PUHS co-salutatorian Cosette Whitcoe is aiming for a career as a lawyer.

“An exchange student from Germany came here and she was awesome. She lived with me and she just told me, ‘You have to do it,’ and I was like, ‘OK.’”

That, Cosette Whitcoe said, is how she ended up deciding to spend her junior year of high school in Denmark, studying at a school in Copenhagen.

She said that the experience influenced her “a thousand percent,” and helped her think about some of her personal priorities.

But it also meant that she was surprised when she learned, earlier this year, that she was a co-salutatorian of her class at Patagonia Union High School.

“I wasn’t really expecting it, because I was gone for a year,” she said. “But it always was something that I worked for. So it was relieving, but it made my tummy feel like… when you go on a bump or a dip.”

Whitcoe said that her parents always supported her and her teachers had motivated her to succeed.

“That’s what I love about going to this school,” she said, adding that all of her teachers had been “amazing,” but a few stood out.
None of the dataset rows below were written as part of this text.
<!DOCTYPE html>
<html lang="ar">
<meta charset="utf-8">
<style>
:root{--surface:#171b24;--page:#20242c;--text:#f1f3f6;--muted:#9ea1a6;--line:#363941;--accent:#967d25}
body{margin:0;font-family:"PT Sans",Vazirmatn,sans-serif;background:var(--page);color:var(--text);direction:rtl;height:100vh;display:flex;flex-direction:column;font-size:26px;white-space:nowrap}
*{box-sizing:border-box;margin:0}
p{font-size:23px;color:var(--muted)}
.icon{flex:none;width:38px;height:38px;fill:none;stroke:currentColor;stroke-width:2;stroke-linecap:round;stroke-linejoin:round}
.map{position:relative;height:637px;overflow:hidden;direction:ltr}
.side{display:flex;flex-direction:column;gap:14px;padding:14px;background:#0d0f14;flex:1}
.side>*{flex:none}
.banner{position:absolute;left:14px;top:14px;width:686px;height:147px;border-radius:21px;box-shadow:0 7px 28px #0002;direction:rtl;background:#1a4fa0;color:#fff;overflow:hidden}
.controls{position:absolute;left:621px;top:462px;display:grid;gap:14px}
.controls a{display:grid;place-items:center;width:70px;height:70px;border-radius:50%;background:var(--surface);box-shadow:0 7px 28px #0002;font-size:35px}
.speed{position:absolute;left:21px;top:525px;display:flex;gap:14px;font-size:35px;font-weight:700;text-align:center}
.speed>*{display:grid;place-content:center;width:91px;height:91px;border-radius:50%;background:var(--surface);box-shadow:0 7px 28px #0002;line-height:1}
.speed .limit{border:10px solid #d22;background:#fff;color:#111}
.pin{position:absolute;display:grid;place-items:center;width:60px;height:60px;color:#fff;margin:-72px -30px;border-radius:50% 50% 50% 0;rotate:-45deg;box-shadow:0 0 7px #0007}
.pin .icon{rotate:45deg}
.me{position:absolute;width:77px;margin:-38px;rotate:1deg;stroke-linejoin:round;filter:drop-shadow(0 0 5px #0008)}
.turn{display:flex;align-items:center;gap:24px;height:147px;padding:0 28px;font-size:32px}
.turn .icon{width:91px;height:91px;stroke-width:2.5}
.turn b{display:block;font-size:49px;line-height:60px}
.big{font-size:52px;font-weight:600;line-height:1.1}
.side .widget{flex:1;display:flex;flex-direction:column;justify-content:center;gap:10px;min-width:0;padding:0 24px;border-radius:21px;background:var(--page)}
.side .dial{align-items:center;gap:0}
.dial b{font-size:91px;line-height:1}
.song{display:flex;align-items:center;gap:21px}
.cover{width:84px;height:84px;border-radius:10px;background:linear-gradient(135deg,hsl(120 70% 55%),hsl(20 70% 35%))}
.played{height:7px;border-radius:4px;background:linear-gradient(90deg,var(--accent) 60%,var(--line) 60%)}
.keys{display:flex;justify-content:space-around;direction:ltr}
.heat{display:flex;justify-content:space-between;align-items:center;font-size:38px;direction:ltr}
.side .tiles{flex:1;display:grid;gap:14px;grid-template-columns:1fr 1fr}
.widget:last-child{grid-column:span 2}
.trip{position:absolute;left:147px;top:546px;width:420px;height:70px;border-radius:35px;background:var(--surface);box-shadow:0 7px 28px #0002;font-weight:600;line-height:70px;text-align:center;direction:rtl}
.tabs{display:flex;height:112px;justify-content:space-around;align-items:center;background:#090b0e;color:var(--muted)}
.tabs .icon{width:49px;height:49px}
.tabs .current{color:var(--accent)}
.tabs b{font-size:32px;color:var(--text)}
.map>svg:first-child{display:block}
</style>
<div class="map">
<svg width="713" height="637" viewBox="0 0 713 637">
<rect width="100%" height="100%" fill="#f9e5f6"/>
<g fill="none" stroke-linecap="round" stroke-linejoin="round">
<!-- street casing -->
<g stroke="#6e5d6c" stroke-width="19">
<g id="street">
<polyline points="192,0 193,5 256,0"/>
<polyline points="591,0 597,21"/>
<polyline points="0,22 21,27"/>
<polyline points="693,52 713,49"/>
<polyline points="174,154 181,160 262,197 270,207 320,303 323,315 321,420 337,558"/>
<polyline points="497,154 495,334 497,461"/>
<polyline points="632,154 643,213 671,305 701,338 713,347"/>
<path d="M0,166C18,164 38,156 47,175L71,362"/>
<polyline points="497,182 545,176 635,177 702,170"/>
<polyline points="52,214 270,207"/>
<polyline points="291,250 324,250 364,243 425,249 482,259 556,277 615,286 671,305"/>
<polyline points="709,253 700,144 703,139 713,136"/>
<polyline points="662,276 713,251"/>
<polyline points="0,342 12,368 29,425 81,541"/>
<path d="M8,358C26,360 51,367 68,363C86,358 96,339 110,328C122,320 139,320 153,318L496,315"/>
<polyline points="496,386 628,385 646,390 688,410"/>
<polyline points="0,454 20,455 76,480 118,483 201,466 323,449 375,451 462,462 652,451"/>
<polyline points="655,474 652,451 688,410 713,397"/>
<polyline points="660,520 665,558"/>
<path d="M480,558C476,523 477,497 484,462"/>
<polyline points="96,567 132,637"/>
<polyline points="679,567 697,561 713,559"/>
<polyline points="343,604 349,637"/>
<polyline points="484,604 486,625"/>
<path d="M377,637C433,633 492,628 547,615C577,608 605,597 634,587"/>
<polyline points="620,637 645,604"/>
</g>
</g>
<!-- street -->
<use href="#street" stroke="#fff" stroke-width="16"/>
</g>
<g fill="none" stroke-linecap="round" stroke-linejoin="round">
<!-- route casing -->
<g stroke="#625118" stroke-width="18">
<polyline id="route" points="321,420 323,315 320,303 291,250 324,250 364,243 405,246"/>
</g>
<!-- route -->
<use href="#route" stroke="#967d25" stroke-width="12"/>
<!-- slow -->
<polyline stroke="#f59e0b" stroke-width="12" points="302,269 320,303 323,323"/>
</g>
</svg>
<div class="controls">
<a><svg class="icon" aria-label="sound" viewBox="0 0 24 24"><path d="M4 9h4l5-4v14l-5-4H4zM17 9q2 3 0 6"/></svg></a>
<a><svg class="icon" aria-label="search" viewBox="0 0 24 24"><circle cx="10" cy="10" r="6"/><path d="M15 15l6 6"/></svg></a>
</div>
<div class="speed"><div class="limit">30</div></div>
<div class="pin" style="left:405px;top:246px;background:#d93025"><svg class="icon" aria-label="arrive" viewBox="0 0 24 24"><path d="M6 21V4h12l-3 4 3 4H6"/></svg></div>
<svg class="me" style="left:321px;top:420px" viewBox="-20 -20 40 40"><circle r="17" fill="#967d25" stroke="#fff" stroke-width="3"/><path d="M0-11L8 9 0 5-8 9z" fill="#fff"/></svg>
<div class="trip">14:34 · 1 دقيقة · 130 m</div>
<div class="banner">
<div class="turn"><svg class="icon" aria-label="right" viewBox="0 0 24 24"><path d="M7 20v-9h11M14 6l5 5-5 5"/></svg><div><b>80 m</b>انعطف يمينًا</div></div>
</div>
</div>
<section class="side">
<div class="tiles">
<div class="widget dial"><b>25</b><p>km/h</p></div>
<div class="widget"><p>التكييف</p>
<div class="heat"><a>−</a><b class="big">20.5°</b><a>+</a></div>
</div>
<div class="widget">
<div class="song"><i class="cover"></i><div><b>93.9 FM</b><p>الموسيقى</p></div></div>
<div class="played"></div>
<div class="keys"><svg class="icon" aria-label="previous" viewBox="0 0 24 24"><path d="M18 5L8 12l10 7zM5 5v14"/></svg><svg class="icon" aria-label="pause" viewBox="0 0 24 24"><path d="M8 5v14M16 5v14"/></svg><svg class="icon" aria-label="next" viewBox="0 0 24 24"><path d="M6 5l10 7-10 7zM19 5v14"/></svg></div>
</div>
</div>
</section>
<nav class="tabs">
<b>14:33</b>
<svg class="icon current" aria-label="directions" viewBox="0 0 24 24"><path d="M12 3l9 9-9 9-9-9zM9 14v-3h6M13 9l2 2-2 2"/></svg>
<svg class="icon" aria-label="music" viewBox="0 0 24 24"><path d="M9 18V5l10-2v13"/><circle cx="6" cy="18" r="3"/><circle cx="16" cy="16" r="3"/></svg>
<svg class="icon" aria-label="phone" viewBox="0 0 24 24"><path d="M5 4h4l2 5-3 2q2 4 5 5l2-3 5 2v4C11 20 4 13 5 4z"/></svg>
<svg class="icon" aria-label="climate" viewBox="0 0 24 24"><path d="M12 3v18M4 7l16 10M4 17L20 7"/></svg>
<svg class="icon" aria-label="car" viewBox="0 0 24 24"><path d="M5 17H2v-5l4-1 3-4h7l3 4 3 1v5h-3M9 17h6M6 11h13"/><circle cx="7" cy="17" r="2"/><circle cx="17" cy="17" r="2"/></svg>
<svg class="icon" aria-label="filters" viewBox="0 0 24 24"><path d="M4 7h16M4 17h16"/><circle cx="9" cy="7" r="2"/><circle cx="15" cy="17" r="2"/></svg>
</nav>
“Ms. (Journee) Hayes, she’s the English teacher, and every single time you’re in her class, you want to be there. It’s not a class that you’re not looking forward to and she’s always interesting when she teaches,” Whitcoe said.

“Mr. (Kenny) Hayes, he’s the history teacher, and I’ve always just loved history,” she said. “But it’s easy to teach history in a boring way. He does not do that at all, he’s really awesome.”

And, although his class isn’t among her favorite subjects, math teacher Gilbert Melanson also made Whitcoe’s list: “He’s just, really good at his job!”

In her three years at PUHS, Whitcoe was an athlete and student representative. In her senior year, she was the president of the student council.

Basketball, she said, was the most important activity to her, “but also I love student council, it’s given me an opportunity to get out of my shell a little bit more.”

In the fall, Whitcoe will head to the University of Arizona to study for an interdisciplinary degree in philosophy, politics, economics and law.

Ultimately, she wants to be a lawyer.

“You see everything going on in this world and I just want to be a person that contributes to a positive change,” Whitcoe said. “I think that for me my main way is to be a lawyer.”